▸ **Aim of the task**:
For this exercise, output the line holding "Annotation task. What" and all subsequent lines of the entries below, unchanged, up to and including the last.

========================

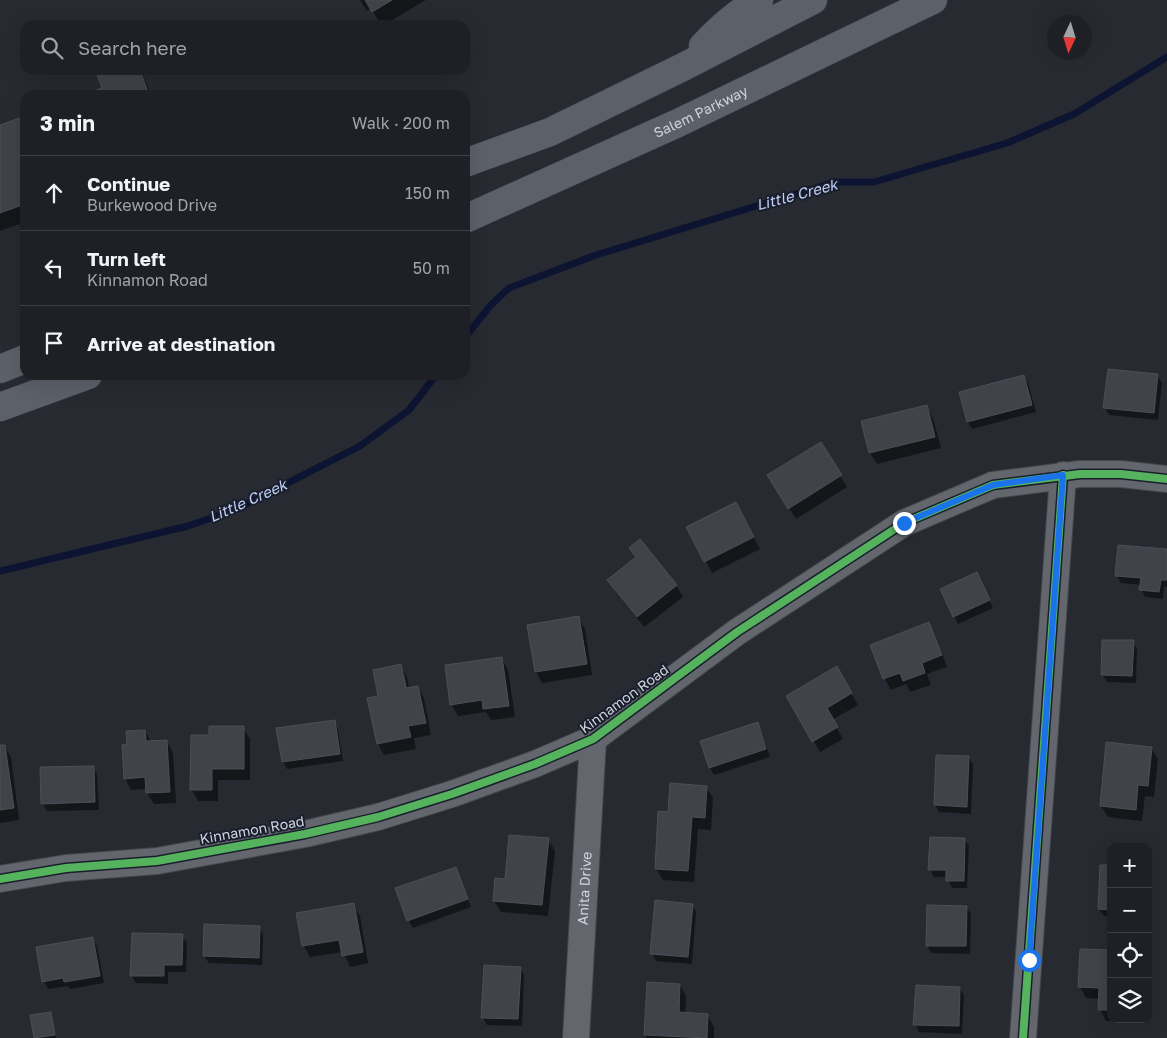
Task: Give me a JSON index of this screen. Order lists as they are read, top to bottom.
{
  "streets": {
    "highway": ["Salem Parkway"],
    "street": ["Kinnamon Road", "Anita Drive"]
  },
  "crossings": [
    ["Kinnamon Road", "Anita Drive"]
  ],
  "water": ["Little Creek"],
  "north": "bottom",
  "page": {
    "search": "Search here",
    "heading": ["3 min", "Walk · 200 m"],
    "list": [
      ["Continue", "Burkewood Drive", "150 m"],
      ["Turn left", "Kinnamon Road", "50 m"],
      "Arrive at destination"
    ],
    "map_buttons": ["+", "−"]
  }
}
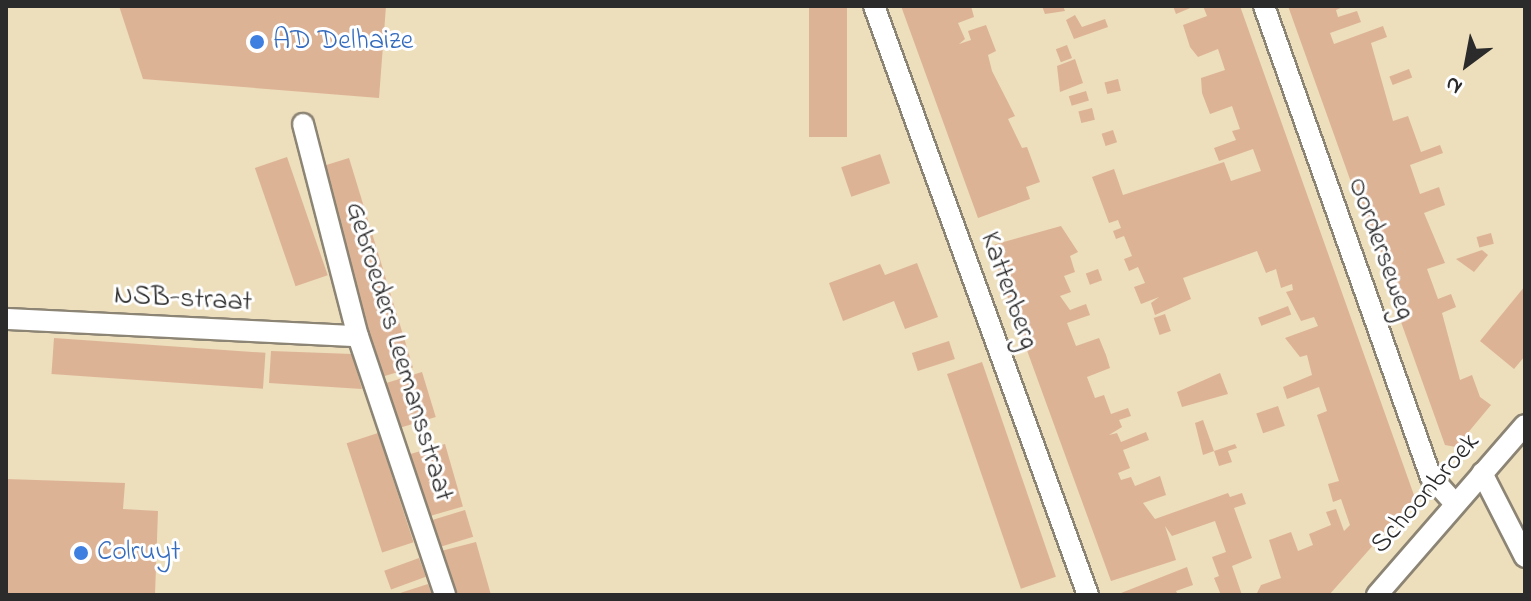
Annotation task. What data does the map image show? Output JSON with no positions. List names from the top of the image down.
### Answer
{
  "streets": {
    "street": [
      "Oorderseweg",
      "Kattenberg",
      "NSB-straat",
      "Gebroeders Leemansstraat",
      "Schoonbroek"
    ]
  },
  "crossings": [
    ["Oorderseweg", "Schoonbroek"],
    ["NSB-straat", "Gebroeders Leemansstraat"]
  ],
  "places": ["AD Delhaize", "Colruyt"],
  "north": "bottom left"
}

========================

▸ **Answer to this problem**:
Annotation task. What data does the map image show? Output JSON with no positions. List names from the top of the image down.
### Answer
{
  "streets": {
    "street": [
      "Oorderseweg",
      "Kattenberg",
      "NSB-straat",
      "Gebroeders Leemansstraat",
      "Schoonbroek"
    ]
  },
  "crossings": [
    ["Oorderseweg", "Schoonbroek"],
    ["NSB-straat", "Gebroeders Leemansstraat"]
  ],
  "places": ["AD Delhaize", "Colruyt"],
  "north": "bottom left"
}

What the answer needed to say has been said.